Como ven, la función de la parresía no es demostrar la verdad a algún
otro sino que tiene la función de la crítica: la crítica del
interlocutor o del propio hablante. “Esto es lo que haces y esto es lo
que piensas; pero eso es lo que no deberías hacer ni pensar.” “Esta es
la forma en que te comportas, pero ésa es la forma en que deberías
comportarte.” “Esto es lo que he hecho, y estaba equivocado al hacerlo
así.” La parresía es una forma de crítica, tanto hacia otro como hacia
uno mismo, pero siempre en una situación en la que el hablante o el que
confiesa está en una posición de inferioridad con respecto al
interlocutor. El parresiastés es siempre menos poderoso que aquel con
quien habla. La parresía viene de “abajo”, como si dijéramos, y está
dirigida hacia “arriba”. Por eso, un antiguo griego no diría que un
profesor o un padre que critica a un niño utiliza la parresía. Pero
cuando un filósofo critica a un tirano, cuando un ciudadano critica a la
mayoría, cuando un pupilo critica a su profesor, entonces tales
hablantes están utilizando la parresía. En la parresía, decir la verdad
se considera un deber. El orador que dice la verdad a quienes no pueden
aceptar su verdad, por ejemplo, y que puede ser exiliado o castigado de
algún modo, es libre de permanecer en silencio. Nadie le obliga a
hablar; pero siente que es su deber hacerlo.
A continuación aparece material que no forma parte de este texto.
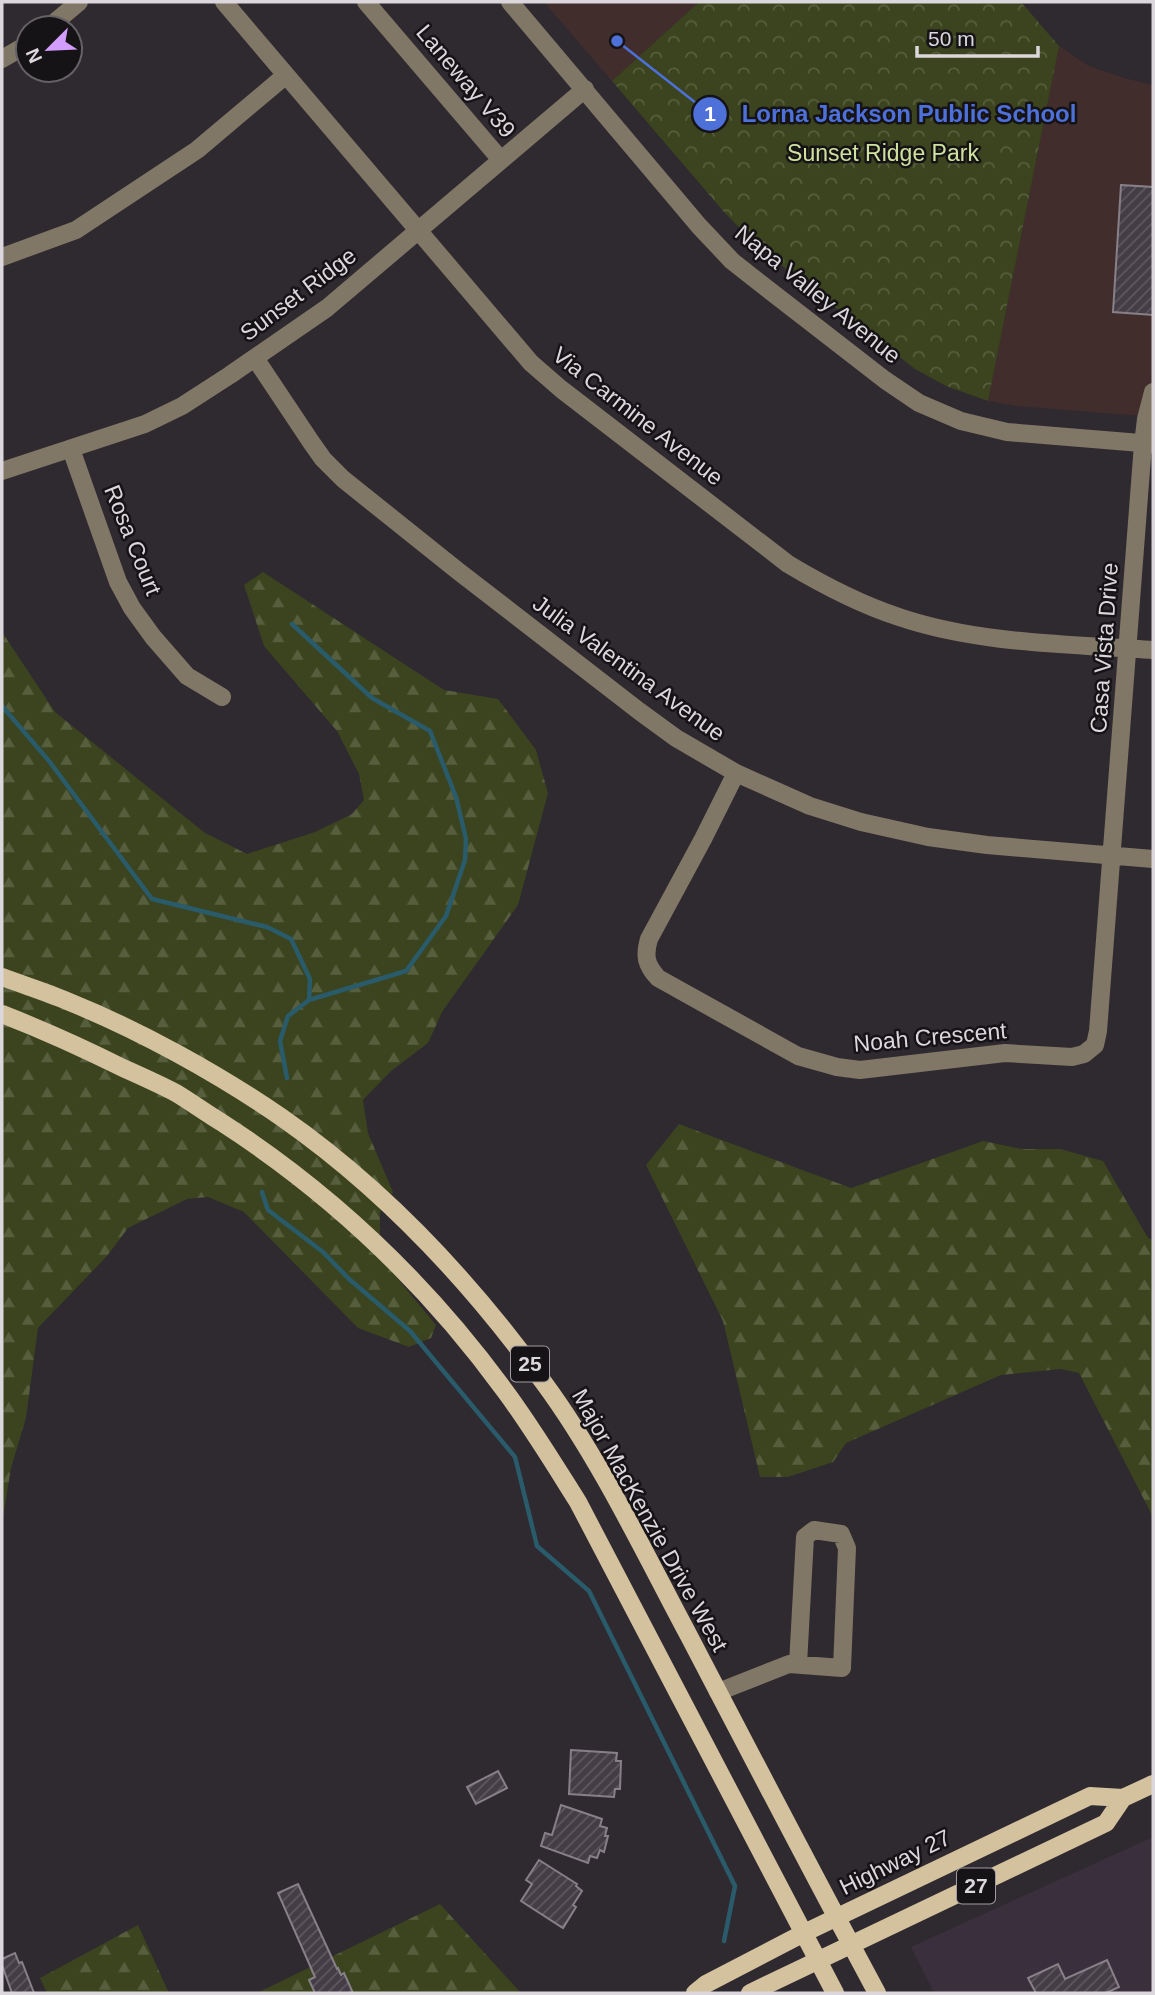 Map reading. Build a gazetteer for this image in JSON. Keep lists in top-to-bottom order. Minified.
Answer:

Para resumir lo dicho hasta el momento, la parresía es una forma de
actividad verbal en la que el hablante tiene una relación específica con
la verdad a través de la franqueza, una cierta relación con su propia
vida a través del peligro, un cierto tipo de relación consigo mismo o
con otros a través de la crítica (autocrítica o crítica a otras
personas), y una relación específica con la ley moral a través de la
libertad y el deber.
En la tradición socrático-platónica, la parresía y la retórica se
encuentran en fuerte oposición; y esa oposición aparece muy claramente
en el Gorgias, por ejemplo, en el que se encuentra la palabra parresía.
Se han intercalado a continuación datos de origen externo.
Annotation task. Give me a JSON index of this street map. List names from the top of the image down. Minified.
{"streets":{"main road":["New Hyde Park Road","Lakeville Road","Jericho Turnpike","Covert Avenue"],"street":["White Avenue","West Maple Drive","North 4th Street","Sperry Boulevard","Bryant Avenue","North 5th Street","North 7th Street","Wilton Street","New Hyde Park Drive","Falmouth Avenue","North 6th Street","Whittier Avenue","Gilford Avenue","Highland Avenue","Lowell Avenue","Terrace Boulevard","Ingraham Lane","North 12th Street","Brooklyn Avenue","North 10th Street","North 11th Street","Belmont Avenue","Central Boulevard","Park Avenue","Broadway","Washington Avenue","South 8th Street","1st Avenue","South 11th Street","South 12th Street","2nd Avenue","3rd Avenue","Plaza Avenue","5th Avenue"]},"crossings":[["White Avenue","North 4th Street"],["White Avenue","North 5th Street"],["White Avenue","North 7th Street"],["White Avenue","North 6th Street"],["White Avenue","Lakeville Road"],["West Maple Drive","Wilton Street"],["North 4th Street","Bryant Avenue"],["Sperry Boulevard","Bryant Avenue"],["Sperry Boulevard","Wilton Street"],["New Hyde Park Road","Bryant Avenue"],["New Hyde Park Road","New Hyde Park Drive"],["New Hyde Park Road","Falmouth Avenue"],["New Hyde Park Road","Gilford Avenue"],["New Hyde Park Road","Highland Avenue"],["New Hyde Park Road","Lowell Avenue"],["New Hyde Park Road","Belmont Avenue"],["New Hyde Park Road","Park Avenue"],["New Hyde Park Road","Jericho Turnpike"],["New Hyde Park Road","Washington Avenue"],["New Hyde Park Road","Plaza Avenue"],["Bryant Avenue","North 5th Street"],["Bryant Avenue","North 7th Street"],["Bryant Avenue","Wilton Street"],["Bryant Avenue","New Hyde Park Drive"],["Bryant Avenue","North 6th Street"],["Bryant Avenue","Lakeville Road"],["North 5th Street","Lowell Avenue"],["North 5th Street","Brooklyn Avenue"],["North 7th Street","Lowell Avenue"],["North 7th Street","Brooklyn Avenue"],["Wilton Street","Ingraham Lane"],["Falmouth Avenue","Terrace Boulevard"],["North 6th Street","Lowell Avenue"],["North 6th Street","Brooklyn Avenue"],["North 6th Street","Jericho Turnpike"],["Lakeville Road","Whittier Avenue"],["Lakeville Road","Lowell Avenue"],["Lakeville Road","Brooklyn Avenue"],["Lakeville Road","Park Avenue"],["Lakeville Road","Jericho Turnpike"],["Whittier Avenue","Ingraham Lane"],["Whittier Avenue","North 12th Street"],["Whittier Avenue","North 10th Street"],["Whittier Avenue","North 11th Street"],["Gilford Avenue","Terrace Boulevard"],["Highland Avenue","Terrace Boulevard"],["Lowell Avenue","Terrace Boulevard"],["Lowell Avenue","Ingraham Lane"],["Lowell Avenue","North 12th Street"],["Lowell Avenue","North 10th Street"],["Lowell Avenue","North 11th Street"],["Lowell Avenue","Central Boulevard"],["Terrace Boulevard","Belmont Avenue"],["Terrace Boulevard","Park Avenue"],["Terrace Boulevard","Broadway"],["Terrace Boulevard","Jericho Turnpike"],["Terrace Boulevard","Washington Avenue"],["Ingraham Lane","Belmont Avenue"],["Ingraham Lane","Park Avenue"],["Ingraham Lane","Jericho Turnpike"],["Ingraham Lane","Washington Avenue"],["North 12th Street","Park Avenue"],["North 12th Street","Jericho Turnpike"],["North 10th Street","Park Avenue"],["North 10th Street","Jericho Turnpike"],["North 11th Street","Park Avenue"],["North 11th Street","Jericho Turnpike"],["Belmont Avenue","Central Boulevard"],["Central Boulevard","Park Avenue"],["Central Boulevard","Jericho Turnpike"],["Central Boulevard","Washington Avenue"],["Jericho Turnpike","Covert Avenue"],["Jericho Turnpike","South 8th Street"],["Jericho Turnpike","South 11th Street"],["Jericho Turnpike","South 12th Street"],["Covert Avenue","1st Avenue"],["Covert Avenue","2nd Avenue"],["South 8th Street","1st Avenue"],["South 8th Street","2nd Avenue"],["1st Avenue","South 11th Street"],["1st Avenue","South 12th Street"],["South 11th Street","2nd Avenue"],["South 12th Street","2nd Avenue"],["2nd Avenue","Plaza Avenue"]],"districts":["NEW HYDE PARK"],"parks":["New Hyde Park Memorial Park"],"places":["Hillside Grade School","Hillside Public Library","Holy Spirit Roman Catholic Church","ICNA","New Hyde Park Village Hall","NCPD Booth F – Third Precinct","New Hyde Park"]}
El discurso largo y continuo es un recurso retórico o sofístico,
mientras que el diálogo mediante preguntas y respuestas es típico de la
parresía; es decir, dialogar es una técnica importante para llevar a
cabo el juego parresiástico.
“Permanecemos ciegos”
Plutarco, en sus Moralia, intenta responder a la pregunta: ¿cómo es
posible reconocer a un verdadero parresiastés, a alguien que dice la
verdad? Y análogamente: ¿cómo es posible distinguir a un parresiastés de
un adulador? El título del texto es Cómo distinguir a un adulador de un
amigo. ¿Por qué necesitamos, en nuestras vidas, tener algún amigo que
desempeñe el papel de parresiastés o de aquel que dice la verdad? La
razón que ofrece Plutarco se halla en el tipo predominante de relación
que a menudo tenemos con nosotros mismos, a saber, una relación de
philautía o “amor propio”. Esta relación de amor propio es, para
nosotros, el fundamento de una persistente ilusión acerca de lo que en
realidad somos: “Siendo cada uno mismo el principal y más grande
adulador de sí mismo, admite sin dificultad al de afuera como testigo,
juntamente con él, y como autoridad aliada garante de las cosas que
piensa y desea”.
Somos nuestros propios aduladores, y es para desactivar esta relación
espontánea que tenemos con nosotros mismos, para librarnos a nosotros
mismos de nuestra philautía, para lo que necesitamos un parresiastés.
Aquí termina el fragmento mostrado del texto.